### WHAT TO PRODUCE
Copied exactly and without pictures, the lines from the beginning of the entries through the one that holds "filter:drop-shadow(0 0 2px" should form the entire reply.

### WORKING DATA
=-=-=-=-=

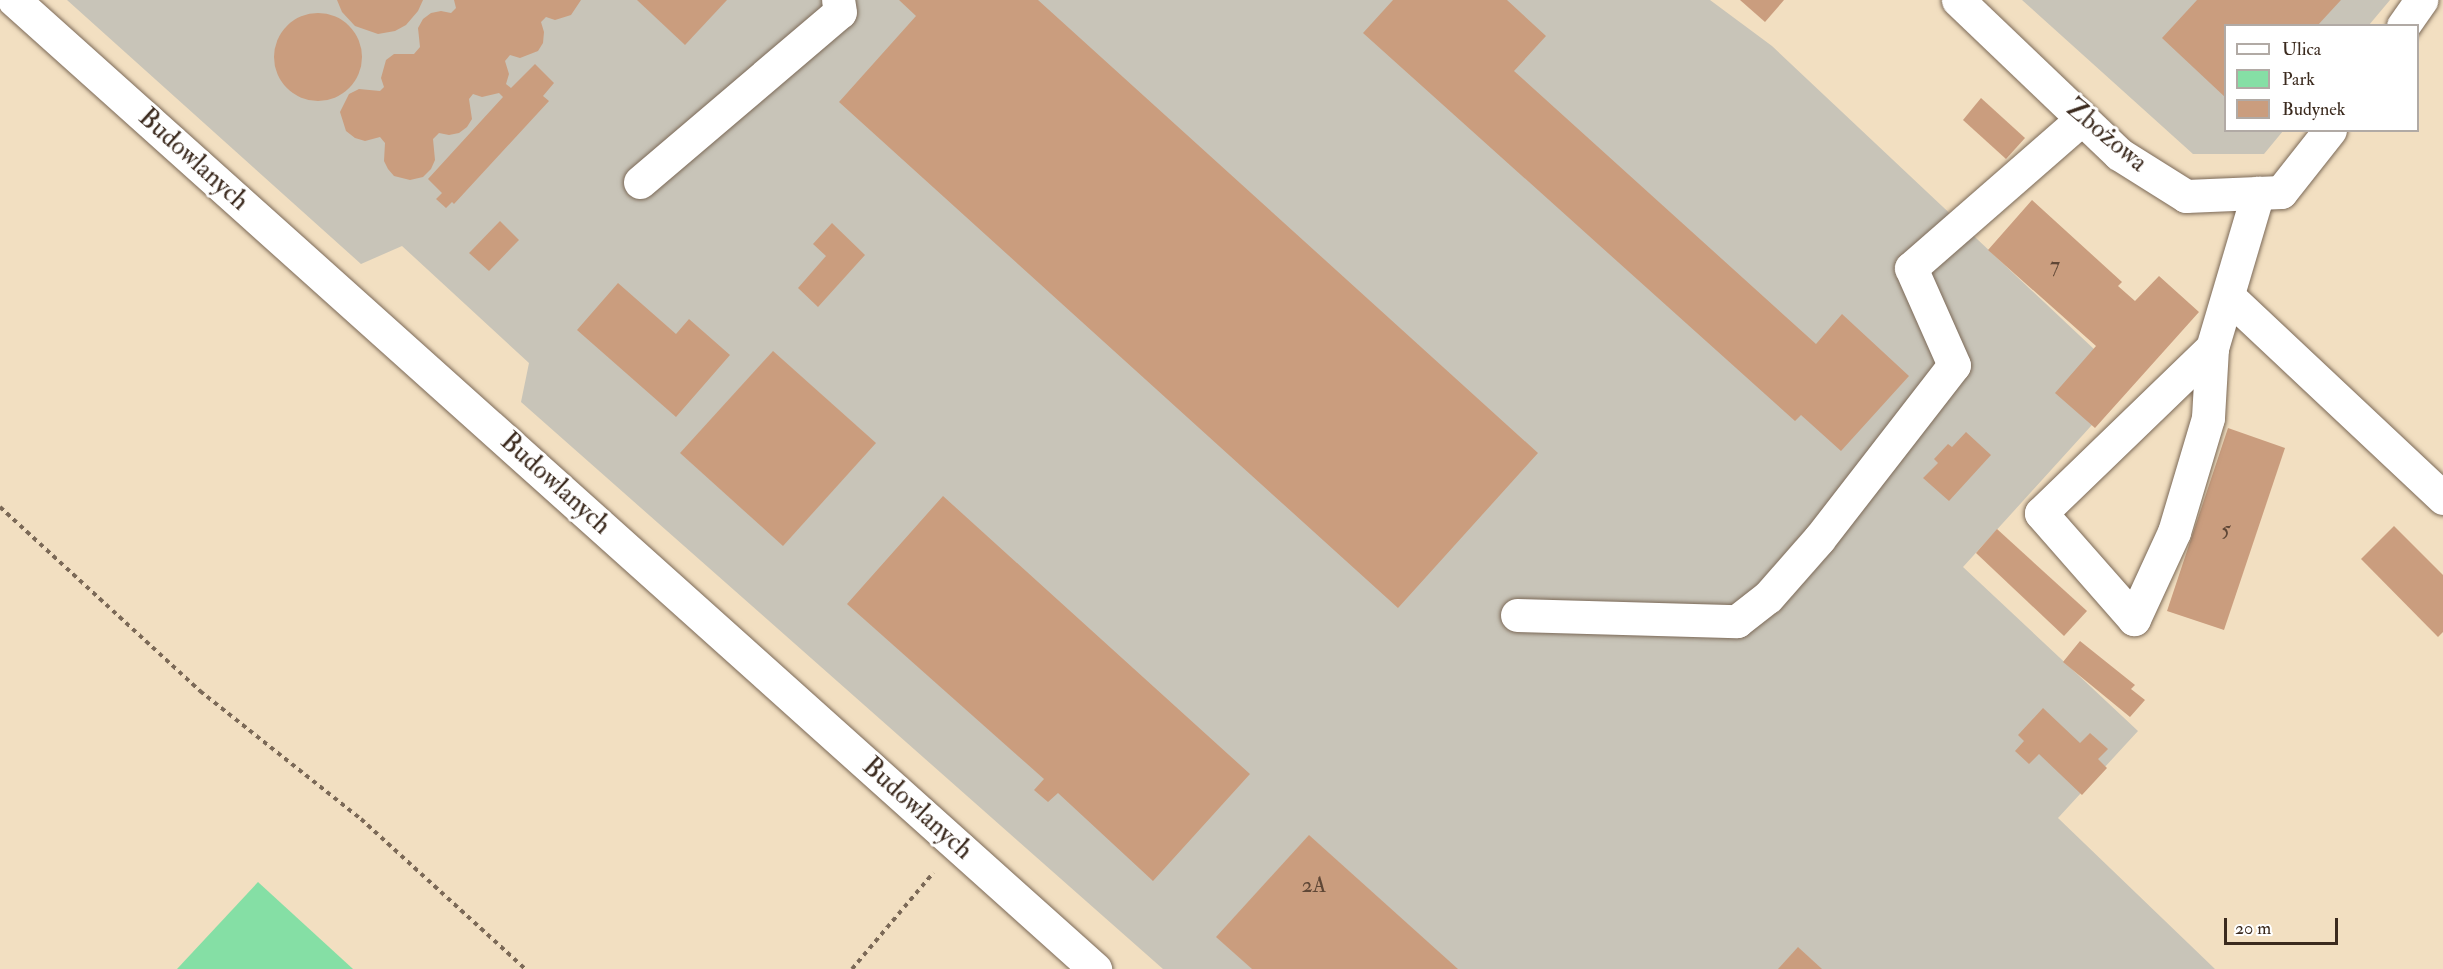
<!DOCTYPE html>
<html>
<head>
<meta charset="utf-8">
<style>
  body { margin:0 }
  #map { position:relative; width:2443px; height:969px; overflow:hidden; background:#f2dfc1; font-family:"IM FELL Double Pica",serif }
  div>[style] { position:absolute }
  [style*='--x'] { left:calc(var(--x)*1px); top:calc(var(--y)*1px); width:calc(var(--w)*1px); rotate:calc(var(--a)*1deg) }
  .industrial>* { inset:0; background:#c8c4b8 }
  .green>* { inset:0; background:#85dfa5 }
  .building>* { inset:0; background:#ca9d7e }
  .round { border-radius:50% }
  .path>* { height:4px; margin-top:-2px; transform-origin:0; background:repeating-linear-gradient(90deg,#7b6957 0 4.5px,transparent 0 9px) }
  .roads { filter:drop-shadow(0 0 2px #7b6957) drop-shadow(0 0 2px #7b6957) }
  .minor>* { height:33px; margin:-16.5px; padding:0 16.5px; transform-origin:16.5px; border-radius:16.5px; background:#fff }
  span { translate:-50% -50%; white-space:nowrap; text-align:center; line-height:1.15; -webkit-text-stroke:6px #fff; paint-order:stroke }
  .number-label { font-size:22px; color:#5f4736 }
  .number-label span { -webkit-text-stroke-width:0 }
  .street-label { font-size:26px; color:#3b2a1e }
  .legend { position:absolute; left:2224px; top:24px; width:195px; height:108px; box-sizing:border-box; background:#fff; border:2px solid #b1aaa5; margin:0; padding:8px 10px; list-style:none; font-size:18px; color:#3b2a1e }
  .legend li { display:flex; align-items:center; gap:12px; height:30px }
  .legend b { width:30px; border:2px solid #b1aaa5 }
  .scale { position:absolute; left:2224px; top:918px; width:114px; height:27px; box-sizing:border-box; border:3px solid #3b2a1e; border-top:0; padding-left:8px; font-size:18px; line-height:21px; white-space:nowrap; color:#3b2a1e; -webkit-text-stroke:4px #fff; paint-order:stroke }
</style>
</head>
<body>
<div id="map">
  <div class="industrial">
    <div style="clip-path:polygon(67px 0,1710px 0,1772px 46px,2130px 383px,1963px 567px,2138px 731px,2058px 818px,2215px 969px,1163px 969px,521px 402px,529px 363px,402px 246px,361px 264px)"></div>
    <div style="clip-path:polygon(2022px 0,2390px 0,2369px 25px,2226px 26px,2226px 130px,2283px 131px,2264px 154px,2193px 154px)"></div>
  </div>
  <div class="green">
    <div style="clip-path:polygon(258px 882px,353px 969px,177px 969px)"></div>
  </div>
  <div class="building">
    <div style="clip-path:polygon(337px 0,423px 0,418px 11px,406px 25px,395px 31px,378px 34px,355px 26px,342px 12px)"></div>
    <div style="clip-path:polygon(454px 0,581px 0,571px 15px,555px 20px,546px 17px,541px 22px,544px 32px,543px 43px,538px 51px,520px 58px,510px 55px,505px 61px,509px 74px,506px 84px,511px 88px,535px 64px,554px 83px,543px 96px,549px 101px,454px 204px,452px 202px,446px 208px,436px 199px,442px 193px,428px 179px,503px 97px,499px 93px,482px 97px,473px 94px,469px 99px,472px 119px,467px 127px,459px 133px,449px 135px,439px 133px,433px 139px,435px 160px,431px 169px,423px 177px,410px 180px,394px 176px,388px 169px,384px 161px,385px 143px,380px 137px,365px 141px,355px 138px,346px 131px,340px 112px,349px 94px,359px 89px,380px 91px,384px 87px,381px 78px,386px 60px,394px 54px,414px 54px,420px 47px,418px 28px,423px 19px,431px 13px,441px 11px,451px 13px,456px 8px)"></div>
    <div style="clip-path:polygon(637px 0,727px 0,685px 45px)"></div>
    <div style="clip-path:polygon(899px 0,1038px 0,1538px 453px,1398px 608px,839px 102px,916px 16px)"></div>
    <div style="clip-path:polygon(1393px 0,1507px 0,1546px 36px,1514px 71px,1816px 344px,1842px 314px,1909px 376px,1841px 451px,1801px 415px,1795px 421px,1363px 33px)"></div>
    <div style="clip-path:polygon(1740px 0,1784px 0,1765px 22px)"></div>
    <div style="clip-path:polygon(2197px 0,2341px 0,2317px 26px,2226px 26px,2226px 98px,2162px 38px)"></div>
    <div class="round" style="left:274px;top:13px;width:88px;height:88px"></div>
    <div style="clip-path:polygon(1981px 98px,2025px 138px,2006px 159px,1963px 120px)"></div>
    <div style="clip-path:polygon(2032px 200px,2122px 282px,2118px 286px,2135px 301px,2159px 276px,2199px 312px,2095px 428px,2055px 393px,2096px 346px,1988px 250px)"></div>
    <div style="clip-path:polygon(500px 221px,519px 240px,489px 271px,469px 253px)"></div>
    <div style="clip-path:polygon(832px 223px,865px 255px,818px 307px,798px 288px,826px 256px,813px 244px)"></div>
    <div style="clip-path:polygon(618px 283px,676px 334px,689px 319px,730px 355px,676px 417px,577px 330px)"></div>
    <div style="clip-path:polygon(773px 351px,876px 443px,783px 546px,680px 453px)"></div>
    <div style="clip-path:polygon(2228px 428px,2285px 448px,2224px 630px,2167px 611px)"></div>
    <div style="clip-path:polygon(1966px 432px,1991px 455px,1949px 501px,1923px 478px,1938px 463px,1934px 459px,1948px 444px,1952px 447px)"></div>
    <div style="clip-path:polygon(943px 496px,1250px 774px,1153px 881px,1058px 793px,1048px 802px,1034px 790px,1044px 779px,847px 604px)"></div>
    <div style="clip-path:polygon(2394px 526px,2443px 575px,2443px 632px,2438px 637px,2361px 559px)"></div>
    <div style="clip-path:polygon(1997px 529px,2087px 611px,2064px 636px,1976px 553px)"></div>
    <div style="clip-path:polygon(2080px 641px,2135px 685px,2131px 689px,2145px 700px,2130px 717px,2063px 662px)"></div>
    <div style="clip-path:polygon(2043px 708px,2080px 743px,2090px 733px,2108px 749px,2098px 759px,2107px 768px,2082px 795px,2039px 754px,2029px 764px,2015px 751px,2024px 741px,2018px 735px)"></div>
    <div style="clip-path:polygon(1309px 835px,1458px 969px,1252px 969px,1216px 937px)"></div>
    <div style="clip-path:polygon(1798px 947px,1822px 969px,1778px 969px)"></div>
  </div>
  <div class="path">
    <div style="--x:0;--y:507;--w:272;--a:42.6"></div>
    <div style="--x:200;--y:691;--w:206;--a:38.5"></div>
    <div style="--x:361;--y:819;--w:222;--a:42.4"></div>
    <div style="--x:852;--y:969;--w:126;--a:-49.8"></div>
  </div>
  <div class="roads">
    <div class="minor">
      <div style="--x:14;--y:0;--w:1452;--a:41.87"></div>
      <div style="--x:1958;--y:0;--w:223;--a:43.7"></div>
      <div style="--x:2119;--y:154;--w:79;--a:32.1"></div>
      <div style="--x:2186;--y:196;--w:95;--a:-2.4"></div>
      <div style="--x:2281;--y:192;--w:79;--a:-51.7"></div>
      <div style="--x:2403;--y:26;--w:32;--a:-55"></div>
      <div style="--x:640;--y:182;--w:262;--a:-40.4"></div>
      <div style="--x:840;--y:12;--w:12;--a:-99"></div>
      <div style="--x:2228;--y:296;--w:295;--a:43.2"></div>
      <div style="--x:2212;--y:348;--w:70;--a:93.3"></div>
      <div style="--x:2208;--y:418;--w:119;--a:106.6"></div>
      <div style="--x:2174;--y:532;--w:96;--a:114.7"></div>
      <div style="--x:2134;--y:619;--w:141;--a:-131.3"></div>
      <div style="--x:2041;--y:513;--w:238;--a:-44"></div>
      <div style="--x:2212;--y:348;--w:162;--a:-73.5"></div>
      <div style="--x:1517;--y:615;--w:220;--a:1.6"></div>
      <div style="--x:1737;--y:621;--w:39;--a:-38"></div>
      <div style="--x:1768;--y:597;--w:77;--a:-48.7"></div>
      <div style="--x:1819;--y:539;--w:220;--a:-52.2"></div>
      <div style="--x:1954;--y:365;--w:106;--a:-113.9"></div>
      <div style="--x:1911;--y:268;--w:227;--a:-41.1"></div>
    </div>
  </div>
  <div class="number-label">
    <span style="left:2055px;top:266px">7</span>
    <span style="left:2226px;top:530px">5</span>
    <span style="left:1314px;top:886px">2A</span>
  </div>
  <div class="street-label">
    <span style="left:2106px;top:136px;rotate:40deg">Zbożowa</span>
    <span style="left:193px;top:160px;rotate:42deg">Budowlanych</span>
    <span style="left:555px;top:484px;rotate:42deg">Budowlanych</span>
    <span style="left:917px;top:809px;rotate:42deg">Budowlanych</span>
  </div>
  <ul class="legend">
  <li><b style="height:8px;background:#fff"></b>Ulica</li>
  <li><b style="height:16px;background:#85dfa5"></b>Park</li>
  <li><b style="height:16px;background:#ca9d7e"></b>Budynek</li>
  </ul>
  <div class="scale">20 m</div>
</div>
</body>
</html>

=-=-=-=-=

### OUTPUT
<!DOCTYPE html>
<html>
<head>
<meta charset="utf-8">
<style>
  body { margin:0 }
  #map { position:relative; width:2443px; height:969px; overflow:hidden; background:#f2dfc1; font-family:"IM FELL Double Pica",serif }
  div>[style] { position:absolute }
  [style*='--x'] { left:calc(var(--x)*1px); top:calc(var(--y)*1px); width:calc(var(--w)*1px); rotate:calc(var(--a)*1deg) }
  .industrial>* { inset:0; background:#c8c4b8 }
  .green>* { inset:0; background:#85dfa5 }
  .building>* { inset:0; background:#ca9d7e }
  .round { border-radius:50% }
  .path>* { height:4px; margin-top:-2px; transform-origin:0; background:repeating-linear-gradient(90deg,#7b6957 0 4.5px,transparent 0 9px) }
  .roads { filter:drop-shadow(0 0 2px #7b6957) drop-shadow(0 0 2px #7b6957) }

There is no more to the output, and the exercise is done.